Museums are digitizing collections and making images available online. This transparency allows researchers to discover overlooked works in storage and advocates to pressure institutions for better representation.
Social media platforms enable public discovery and appreciation. Instagram accounts sharing forgotten women artists reach millions of followers, creating grassroots interest that influences museum programming and market recognition.
Modern Statistics: The Work Continues
Despite recovery efforts, gender disparities persist throughout the art world.
Museum collections remain 85-87% male in major US institutions. European museums show similar patterns. Only 3-5% of permanent collections are women’s work.
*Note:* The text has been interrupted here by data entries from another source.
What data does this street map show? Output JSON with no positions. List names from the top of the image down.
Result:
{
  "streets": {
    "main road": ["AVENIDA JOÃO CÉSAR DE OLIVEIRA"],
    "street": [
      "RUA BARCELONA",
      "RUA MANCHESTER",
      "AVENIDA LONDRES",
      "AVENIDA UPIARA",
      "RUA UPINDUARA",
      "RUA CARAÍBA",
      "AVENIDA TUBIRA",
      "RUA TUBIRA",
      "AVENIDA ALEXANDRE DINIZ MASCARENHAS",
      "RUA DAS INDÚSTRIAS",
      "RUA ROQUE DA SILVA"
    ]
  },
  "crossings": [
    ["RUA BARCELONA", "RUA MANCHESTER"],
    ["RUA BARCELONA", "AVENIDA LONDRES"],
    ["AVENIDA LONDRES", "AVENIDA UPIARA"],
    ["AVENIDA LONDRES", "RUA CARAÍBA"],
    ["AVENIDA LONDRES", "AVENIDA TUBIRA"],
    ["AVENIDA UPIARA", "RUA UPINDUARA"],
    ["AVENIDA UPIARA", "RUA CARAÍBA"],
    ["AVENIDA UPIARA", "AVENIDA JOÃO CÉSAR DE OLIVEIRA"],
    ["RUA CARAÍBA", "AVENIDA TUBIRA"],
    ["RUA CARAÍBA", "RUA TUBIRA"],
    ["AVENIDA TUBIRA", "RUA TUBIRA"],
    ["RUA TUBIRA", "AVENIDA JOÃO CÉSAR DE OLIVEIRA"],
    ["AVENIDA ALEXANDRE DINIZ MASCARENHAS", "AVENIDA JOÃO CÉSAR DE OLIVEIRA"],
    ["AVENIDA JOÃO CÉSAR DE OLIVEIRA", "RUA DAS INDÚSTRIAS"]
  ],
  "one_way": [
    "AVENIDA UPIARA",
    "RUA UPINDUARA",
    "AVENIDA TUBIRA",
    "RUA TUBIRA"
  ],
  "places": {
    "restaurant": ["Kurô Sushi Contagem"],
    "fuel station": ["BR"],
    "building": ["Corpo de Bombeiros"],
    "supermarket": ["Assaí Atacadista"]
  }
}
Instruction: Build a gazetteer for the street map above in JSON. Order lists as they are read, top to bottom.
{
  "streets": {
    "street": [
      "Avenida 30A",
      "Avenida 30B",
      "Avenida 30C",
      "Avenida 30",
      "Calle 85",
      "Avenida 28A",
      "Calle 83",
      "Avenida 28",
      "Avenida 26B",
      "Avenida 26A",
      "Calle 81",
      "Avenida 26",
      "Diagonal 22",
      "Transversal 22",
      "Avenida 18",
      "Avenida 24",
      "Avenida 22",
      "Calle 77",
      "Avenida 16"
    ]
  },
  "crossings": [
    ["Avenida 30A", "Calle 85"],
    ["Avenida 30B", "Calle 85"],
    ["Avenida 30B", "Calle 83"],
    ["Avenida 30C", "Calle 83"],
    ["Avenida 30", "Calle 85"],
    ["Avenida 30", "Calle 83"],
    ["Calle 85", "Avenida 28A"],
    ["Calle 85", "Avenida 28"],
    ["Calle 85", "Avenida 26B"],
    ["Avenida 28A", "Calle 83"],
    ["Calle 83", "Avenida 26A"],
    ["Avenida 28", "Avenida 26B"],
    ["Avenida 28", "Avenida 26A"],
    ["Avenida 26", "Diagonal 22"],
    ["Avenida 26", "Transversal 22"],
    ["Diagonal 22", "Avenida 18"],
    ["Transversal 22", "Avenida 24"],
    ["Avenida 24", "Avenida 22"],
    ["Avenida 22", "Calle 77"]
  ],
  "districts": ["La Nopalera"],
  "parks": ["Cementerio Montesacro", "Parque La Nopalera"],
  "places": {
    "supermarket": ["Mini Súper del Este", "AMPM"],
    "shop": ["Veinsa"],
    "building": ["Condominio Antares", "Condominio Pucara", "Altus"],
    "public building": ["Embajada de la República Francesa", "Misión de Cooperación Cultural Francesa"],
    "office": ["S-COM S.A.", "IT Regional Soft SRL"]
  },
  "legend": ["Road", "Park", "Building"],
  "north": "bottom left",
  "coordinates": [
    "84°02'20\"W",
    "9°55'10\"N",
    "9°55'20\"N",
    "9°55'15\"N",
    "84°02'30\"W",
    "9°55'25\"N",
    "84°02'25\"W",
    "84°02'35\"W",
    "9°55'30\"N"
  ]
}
The auction market shows slight improvement but maintains stark inequality. Women accounted for only 2% of auction spending between 2008-2019.
Gallery representation is improving slowly. Blue-chip galleries now represent 25-30% women artists, up from even lower historical levels, but still far from parity.
Contemporary artists face a gender pay gap larger than in most other creative professions. Women artists earn significantly less than male counterparts with comparable experience and recognition.
Positive changes are happening. More women hold positions as museum directors, curators, and gallery owners. Deliberate diversification efforts are changing acquisition and exhibition practices. Increased academic focus continues recovering lost artists.
But the work is far from complete. Achieving equity requires ongoing effort, institutional commitment, and continued advocacy.
How to Explore Their Work: Museums, Exhibitions, and Resources
Practical ways to engage with these artists’ work and support ongoing rediscovery.
Museums with Strong Historical Women’s Collections
National Museum of Women in the Arts (Washington, DC) — Dedicated exclusively to women artists across all periods and media. Collection includes Renaissance through contemporary works.
Uffizi Gallery (Florence, Italy) — Strong holdings of Artemisia Gentileschi, Sofonisba Anguissola, Lavinia Fontana, and Plautilla Nelli. Renaissance women artists well-represented.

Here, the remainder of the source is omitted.